Uit de informatie die de partijen aanbrengen omtrent de situatie in Venezuela blijkt dat deze situatie volatiel is inzake de veiligheidssituatie en de socio-economische omstandigheden.
Inzake de landeninformatie waarop verweerder zich baseert blijkt deze voornamelijk te bestaan uit het document getiteld: ‘COI Focus, “Venezuela, Situation Sécuritaire”’ dat gedateerd is op 20 april 2018 (administratief dossier, stuk 18). Dit document bevat voornamelijk informatie uit de periode 2017 tot begin 2018. 
Verzoeker brengt landeninformatie bij die van recentere datum is. Gelet op de volatiele situatie hecht de Raad te dezen belang aan het rapport ‘United Nations Human Rights, “Office of the High Commissioner: Human rights violations in the Bolivarian Republic of Venezuela: a downward spiral with no end in sight”’ van juni 2018 (stuk 9) en dit samen gelezen met de ‘Guidance note on the outflow of Venezuelans’ van UNHCR van maart 2018 (stuk 4).

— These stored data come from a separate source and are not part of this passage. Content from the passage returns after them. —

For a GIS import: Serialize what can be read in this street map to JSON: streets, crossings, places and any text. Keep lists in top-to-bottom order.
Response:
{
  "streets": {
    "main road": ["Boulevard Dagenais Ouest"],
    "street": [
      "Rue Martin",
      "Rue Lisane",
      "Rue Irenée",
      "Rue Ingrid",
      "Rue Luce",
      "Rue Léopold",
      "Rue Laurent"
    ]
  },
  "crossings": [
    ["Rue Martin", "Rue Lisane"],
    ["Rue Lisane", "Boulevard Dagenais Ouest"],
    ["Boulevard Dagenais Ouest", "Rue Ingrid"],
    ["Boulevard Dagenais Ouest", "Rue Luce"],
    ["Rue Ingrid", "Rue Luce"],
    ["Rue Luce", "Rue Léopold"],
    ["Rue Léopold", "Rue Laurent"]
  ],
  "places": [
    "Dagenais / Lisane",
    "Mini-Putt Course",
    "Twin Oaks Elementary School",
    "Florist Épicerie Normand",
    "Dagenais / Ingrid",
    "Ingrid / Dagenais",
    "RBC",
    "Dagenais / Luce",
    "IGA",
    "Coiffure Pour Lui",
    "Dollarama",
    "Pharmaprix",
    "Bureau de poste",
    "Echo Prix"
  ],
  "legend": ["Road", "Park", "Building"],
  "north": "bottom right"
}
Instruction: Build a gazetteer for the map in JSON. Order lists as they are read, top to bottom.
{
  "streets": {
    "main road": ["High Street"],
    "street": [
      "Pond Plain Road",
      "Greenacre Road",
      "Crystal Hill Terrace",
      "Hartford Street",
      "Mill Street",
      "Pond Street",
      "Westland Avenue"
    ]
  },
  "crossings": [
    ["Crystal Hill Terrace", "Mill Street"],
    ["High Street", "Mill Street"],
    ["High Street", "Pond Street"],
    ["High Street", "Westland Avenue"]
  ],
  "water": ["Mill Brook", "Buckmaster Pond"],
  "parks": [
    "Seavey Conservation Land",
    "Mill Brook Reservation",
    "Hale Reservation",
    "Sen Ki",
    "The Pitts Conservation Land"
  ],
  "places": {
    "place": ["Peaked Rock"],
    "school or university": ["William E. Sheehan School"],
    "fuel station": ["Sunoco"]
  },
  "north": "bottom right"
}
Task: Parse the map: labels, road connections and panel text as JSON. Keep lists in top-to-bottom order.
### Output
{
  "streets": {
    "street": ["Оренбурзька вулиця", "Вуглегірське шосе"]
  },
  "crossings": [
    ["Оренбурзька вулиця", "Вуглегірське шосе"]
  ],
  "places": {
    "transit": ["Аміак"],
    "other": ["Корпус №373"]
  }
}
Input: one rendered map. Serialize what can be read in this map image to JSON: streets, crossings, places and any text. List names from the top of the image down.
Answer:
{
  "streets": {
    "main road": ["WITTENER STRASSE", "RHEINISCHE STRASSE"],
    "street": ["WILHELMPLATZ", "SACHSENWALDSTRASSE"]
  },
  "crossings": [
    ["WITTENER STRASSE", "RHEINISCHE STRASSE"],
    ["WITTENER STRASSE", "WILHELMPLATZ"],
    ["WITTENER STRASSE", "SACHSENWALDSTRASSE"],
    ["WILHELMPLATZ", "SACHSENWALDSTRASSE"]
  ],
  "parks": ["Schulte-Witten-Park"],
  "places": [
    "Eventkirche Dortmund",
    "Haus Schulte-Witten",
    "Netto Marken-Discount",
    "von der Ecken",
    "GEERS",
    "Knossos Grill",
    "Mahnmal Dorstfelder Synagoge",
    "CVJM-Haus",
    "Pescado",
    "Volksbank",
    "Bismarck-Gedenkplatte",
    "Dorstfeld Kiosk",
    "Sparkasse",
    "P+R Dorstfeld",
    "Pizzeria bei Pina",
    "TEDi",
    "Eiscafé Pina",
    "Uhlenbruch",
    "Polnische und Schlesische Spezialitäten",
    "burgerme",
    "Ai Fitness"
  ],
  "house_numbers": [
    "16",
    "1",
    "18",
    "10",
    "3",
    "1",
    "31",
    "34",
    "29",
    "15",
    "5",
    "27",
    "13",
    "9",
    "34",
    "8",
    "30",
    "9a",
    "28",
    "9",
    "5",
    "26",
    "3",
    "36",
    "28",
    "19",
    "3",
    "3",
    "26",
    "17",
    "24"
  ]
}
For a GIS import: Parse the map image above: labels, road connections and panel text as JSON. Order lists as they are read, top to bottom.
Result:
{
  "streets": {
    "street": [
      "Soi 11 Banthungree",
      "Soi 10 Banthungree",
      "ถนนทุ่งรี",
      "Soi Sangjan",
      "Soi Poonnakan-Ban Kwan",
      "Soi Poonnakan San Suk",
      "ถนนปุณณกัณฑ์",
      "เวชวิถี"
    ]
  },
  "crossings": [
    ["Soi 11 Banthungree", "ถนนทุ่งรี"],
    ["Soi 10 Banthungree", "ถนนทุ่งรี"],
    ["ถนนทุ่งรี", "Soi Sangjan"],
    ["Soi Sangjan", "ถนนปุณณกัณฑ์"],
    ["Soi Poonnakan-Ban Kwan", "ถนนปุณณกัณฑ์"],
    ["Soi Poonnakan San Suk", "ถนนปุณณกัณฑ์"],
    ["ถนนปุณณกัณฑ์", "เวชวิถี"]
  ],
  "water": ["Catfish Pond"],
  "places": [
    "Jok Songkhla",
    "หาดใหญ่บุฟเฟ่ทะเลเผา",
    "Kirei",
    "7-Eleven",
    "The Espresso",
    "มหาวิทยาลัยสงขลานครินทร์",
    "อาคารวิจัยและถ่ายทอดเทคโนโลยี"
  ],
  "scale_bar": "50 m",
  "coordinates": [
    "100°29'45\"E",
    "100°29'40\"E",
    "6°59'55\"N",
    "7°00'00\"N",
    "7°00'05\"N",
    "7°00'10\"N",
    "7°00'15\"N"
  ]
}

Punt 6 van de voormelde ‘Guidance note’ van UNHCR laat uitschijnen (weliswaar middels verwijzing naar de geest van de in België niet geldende ‘Cartagena Declaration’) dat er in hoofde van iedere Venezolaanse burger sprake is van een weerlegbaar vermoeden van behoefte tot internationale bescherming.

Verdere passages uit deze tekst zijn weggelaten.